What to do: Please filter the listing for the string "linejoin" and copy each matching line.

BEGIN

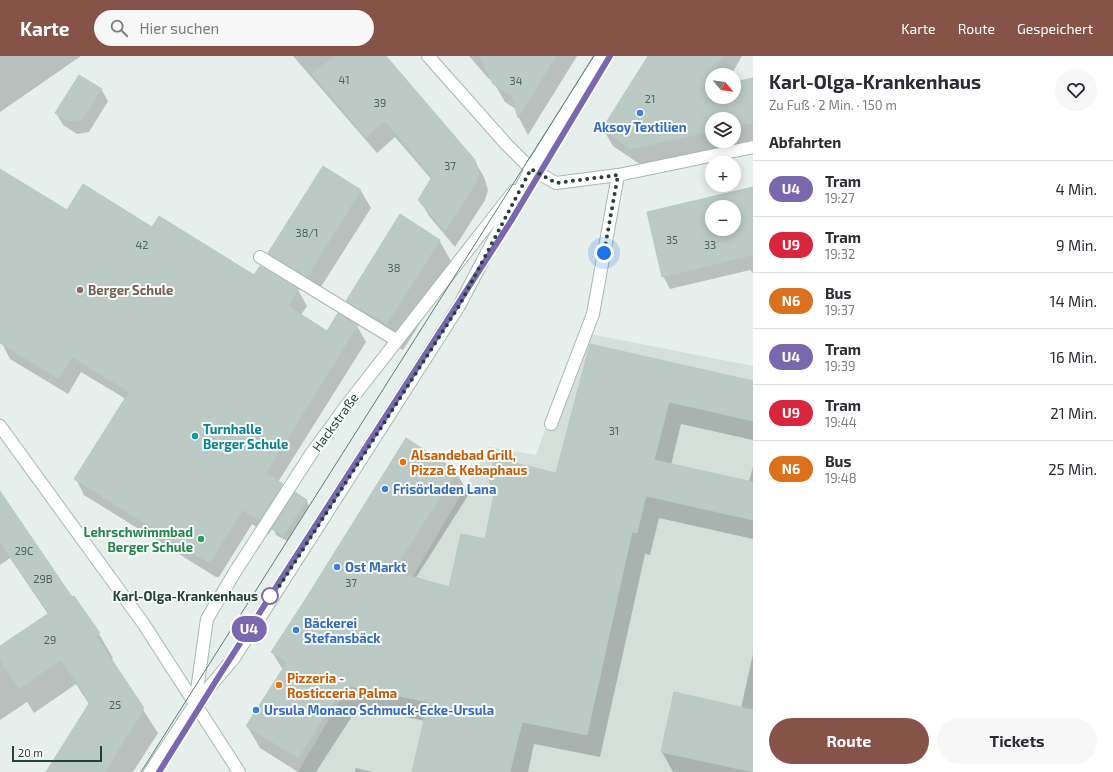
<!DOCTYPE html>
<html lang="de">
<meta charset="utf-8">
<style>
body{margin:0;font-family:"Exo 2",sans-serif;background:#f7f7f7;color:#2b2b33;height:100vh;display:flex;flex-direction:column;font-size:15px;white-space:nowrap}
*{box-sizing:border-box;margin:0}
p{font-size:13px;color:#7c7c81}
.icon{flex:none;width:22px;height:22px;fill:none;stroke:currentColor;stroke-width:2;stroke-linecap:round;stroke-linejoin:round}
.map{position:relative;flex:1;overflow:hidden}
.panel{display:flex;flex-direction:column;background:#fff;width:360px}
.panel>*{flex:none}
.badge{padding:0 8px;border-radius:13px;font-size:14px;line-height:26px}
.needle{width:26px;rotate:119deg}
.controls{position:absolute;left:705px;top:12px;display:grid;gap:8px}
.controls a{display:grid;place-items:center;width:36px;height:36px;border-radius:50%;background:#fff;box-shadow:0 2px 10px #0003;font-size:20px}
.scale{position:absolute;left:12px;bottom:10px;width:90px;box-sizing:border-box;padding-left:4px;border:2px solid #24423a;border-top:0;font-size:11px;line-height:14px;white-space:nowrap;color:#24423a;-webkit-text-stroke:3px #f7fbf9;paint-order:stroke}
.you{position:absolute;width:20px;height:20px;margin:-10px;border:3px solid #fff;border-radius:50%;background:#1a73e8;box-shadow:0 0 0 6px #1a73e833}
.map>.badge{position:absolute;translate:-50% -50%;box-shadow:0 0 0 2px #fff}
h2{padding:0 16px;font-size:15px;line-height:36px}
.round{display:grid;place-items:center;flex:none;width:42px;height:42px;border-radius:21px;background:#f7f7f7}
.overview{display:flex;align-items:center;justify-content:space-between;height:68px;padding:0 16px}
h1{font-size:19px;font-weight:700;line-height:30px}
.cta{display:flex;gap:8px;margin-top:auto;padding:8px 16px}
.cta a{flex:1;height:46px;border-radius:24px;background:#855347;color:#fff;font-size:16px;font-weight:700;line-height:46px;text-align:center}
.cta a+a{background:#f7f7f7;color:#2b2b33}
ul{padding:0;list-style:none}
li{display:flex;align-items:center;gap:12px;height:56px;padding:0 16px;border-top:1px solid #e1e1e2}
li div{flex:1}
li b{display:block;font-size:15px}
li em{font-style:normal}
li .badge{min-width:44px;font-weight:700;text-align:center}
header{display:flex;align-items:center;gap:24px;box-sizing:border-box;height:56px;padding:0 20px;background:#855347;color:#fff}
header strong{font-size:19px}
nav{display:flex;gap:22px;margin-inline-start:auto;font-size:14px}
.search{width:280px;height:36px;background:#f7f7f7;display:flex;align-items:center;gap:10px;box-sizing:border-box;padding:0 14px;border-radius:22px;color:#7c7c81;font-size:15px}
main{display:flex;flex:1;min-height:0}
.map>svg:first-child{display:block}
</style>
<header>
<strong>Karte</strong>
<div class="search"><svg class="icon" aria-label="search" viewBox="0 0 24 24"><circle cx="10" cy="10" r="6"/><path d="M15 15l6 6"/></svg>Hier suchen</div>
<nav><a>Karte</a><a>Route</a><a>Gespeichert</a></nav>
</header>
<main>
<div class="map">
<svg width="753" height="716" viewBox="0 0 753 716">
<rect width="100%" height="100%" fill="#e6efeb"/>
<polygon fill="#d4dfda" points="580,276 753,310 753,716 298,716 489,391 536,399"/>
<g fill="#0003" fill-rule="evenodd">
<polygon points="0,0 81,0 0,56"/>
<polygon points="293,0 385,0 474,104 484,121 488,134 485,144 455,191 429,160 420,144 432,124 395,81 377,97"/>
<polygon points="469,0 577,0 528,79 519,62 516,53 505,46 493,25 488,22"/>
<path d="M649,0H742L731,19H712V41H734V28L753,23V84L641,109L613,90L603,73ZM712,63H734V85H712Z"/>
<polygon points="101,33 108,45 89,76 77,78 63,69 56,57"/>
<polygon points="0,119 68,155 152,172 255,220 298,234 307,250 301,259 328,276 357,270 366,286 278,426 282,429 291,444 306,444 309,450 287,485 276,479 273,472 268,479 252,468 219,521 216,521 84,439 76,423 126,343 81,316 68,338 10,303 2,287 0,278"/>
<path d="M753,133V217L750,214L670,233L663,220L648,156ZM712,151H734V173H712Z"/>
<polygon points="361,135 371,152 317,237 279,214 269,197"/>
<polygon points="439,184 455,212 403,294 363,272 347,245"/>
<polygon points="591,289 753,326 753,384 681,368 671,409 749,426 753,410 753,483 659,462 650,499 645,498 600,701 534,688 528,716 413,716 425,665 358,651 316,716 298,716 260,692 247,670 283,614 272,596 456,416 469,438 415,523 450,532 486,484 495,437 490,427 556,419"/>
<polygon points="0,436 72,542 99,578 113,602 111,604 158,677 133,716 46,716 89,648 76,628 34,657 27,646 0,664 0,591 48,558 10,502 0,509"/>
<polygon points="753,598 753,716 673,716 662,696 741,652"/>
<polygon points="356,712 372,716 355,716"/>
</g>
<g fill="#bbcac4" stroke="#b8c9c2" fill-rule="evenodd">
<polygon points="334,0 386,0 475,104 479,117 476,127 445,175 418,144 432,121 385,65 366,81 312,18"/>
<polygon points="480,0 556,0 518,62 512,40 493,28"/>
<polygon points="648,0 723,0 702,34 712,32 712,41 734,41 734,26 753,22 753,67 734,71 734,63 712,63 712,75 631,93 602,73"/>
<polygon points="79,19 102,33 82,64 70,66 55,57"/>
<polygon points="323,110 361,134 307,221 268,197"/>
<polygon points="0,113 67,154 83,128 152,171 159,160 254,219 260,210 299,233 288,250 327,275 338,257 358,269 266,417 283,428 259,464 243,454 210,506 207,506 74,423 129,336 72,301 59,323 0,287"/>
<path d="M753,131V199L662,221L647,156ZM712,151H734V173H712Z"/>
<polygon points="400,158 440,184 387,268 346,245"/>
<polygon points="590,288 753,325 753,365 669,346 654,404 753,426 753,464 646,440 637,477 632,476 587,679 522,666 510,716 412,716 428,646 345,629 298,702 246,670 287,606 271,596 303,547 406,382 457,415 393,515 449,531 461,478 485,483 496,429 489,427 494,402 556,417"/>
<polygon points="0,435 72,541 74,540 100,577 96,580 144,652 105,716 46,716 90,646 61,604 19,633 0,604 0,590 49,557 0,486"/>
<polygon points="295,436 307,444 283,480 272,473"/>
<polygon points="674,636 753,654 753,716 661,696"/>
</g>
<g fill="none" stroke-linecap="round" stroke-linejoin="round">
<g stroke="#a8b8b2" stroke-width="14">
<g id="service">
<polyline points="260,201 396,284"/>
<polyline points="551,368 593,258 618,119"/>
</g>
</g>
<g stroke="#a8b8b2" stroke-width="14">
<polyline id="minor" points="428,0 507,89 531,113 556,127 618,119 753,91"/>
</g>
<g stroke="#a8b8b2" stroke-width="14">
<polyline id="tertiary" points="0,370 143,567 239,716"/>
</g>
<g stroke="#a4bbb3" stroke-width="14">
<g id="secondary">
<polyline points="195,648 207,563 235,516 311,398 346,350 514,135"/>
<polyline points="150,716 195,648 234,602 459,250 531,113 601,0"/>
</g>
</g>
<use href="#service" stroke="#fff" stroke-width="12"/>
<use href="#minor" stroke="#fff" stroke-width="12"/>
<use href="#tertiary" stroke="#fff" stroke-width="12"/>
<use href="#secondary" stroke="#fff" stroke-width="12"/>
<g stroke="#5f7d75" stroke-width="1">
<polyline points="141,716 594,0"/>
<polyline points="159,716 219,620 511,165 610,0"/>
</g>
</g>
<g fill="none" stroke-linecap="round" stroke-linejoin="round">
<g stroke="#fff" stroke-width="9">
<polyline id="line" points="159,716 219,620 511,165 610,0"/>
</g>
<use href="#line" stroke="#7a68ae" stroke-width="6"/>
<polyline stroke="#24423a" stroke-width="4" stroke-dasharray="0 7.2" points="270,540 275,537 459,250 531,113 556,127 618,119 604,197"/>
</g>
<g fill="#3f7fe0" stroke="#f7fbf9" stroke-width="1.5">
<circle cx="640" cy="57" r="4"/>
<circle cx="385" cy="433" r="4"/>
<circle cx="337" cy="511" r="4"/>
<circle cx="296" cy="574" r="4"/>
<circle cx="256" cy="654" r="4"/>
</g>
<circle fill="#8d6e63" stroke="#f7fbf9" stroke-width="1.5" cx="80" cy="234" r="4"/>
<circle fill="#0f9aa8" stroke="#f7fbf9" stroke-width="1.5" cx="195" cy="380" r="4"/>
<g fill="#e8710a" stroke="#f7fbf9" stroke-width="1.5">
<circle cx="403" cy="406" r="4"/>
<circle cx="279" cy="629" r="4"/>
</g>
<circle fill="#2e9e5b" stroke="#f7fbf9" stroke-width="1.5" cx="201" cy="483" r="4"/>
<circle fill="#fff" stroke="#7a68ae" stroke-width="2" cx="270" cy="540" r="8"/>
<g text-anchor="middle" stroke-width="4" stroke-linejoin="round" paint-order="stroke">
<g font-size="11" fill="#4a645c">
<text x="344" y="28">41</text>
<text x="516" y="29">34</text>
<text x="650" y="47">21</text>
<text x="380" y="51">39</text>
<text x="450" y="114">37</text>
<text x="307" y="181">38/1</text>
<text x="672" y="188">35</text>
<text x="142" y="193">42</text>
<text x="710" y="193">33</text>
<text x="394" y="216">38</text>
<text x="614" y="379">31</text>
<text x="24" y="499">29C</text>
<text x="43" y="527">29B</text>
<text x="351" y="531">37</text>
<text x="50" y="588">29</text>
<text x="115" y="653">25</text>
</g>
<g font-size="13" font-weight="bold" fill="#366cbe" stroke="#f7fbf9" text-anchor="start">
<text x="640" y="76" text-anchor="middle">Aksoy Textilien</text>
<text x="393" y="438">Frisörladen Lana</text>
<text x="345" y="516">Ost Markt</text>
<text x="304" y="572">Bäckerei<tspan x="304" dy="15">Stefansbäck</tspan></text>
<text x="264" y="659">Ursula Monaco Schmuck-Ecke-Ursula</text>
</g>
<g font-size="13" font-weight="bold" fill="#785e54" stroke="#f7fbf9" text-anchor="start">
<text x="88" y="239">Berger Schule</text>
</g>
<g font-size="13" fill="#24423a" stroke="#f7fbf9">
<text transform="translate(335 366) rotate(-54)" y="5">Hackstraße</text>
</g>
<g font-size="13" font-weight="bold" fill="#0d838f" stroke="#f7fbf9" text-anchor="start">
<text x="203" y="378">Turnhalle<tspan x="203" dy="15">Berger Schule</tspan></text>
</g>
<g font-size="13" font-weight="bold" fill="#c56008" stroke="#f7fbf9" text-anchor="start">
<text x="411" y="404">Alsandebad Grill,<tspan x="411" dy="15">Pizza &amp; Kebaphaus</tspan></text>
<text x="287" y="627">Pizzeria -<tspan x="287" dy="15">Rosticceria Palma</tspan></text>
</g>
<g font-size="13" font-weight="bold" fill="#27864d" stroke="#f7fbf9" text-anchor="end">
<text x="193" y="481">Lehrschwimmbad<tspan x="193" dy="15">Berger Schule</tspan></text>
</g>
<g font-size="13" font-weight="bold" fill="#24423a" stroke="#f7fbf9" text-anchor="end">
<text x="258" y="545">Karl-Olga-Krankenhaus</text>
</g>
</g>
</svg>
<div class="controls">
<a><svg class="needle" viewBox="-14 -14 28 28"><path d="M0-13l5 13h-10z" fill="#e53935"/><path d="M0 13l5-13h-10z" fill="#7c7c81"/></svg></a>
<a><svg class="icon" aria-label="layers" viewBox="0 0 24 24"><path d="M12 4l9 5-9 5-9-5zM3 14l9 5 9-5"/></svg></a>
<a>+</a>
<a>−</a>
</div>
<div class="scale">20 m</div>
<div class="you" style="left:604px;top:197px"></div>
<b class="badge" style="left:249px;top:573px;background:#7a68ae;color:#fff">U4</b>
</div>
<section class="panel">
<div class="overview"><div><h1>Karl-Olga-Krankenhaus</h1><p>Zu Fuß · 2 Min. · 150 m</p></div><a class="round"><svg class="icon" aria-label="heart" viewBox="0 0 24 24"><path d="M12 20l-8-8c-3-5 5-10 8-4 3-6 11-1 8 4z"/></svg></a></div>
<h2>Abfahrten</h2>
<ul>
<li><span class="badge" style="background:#7a68ae;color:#fff">U4</span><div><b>Tram</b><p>19:27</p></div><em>4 Min.</em></li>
<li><span class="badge" style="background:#d7263d;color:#fff">U9</span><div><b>Tram</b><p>19:32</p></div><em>9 Min.</em></li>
<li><span class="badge" style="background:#db711d;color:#fff">N6</span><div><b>Bus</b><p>19:37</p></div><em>14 Min.</em></li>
<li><span class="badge" style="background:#7a68ae;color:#fff">U4</span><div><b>Tram</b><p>19:39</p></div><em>16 Min.</em></li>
<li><span class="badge" style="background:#d7263d;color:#fff">U9</span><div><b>Tram</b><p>19:44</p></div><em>21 Min.</em></li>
<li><span class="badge" style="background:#db711d;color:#fff">N6</span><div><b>Bus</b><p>19:48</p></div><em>25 Min.</em></li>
</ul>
<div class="cta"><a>Route</a><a>Tickets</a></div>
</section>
</main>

END

Exercise solution:
.icon{flex:none;width:22px;height:22px;fill:none;stroke:currentColor;stroke-width:2;stroke-linecap:round;stroke-linejoin:round}
<g fill="none" stroke-linecap="round" stroke-linejoin="round">
<g fill="none" stroke-linecap="round" stroke-linejoin="round">
<g text-anchor="middle" stroke-width="4" stroke-linejoin="round" paint-order="stroke">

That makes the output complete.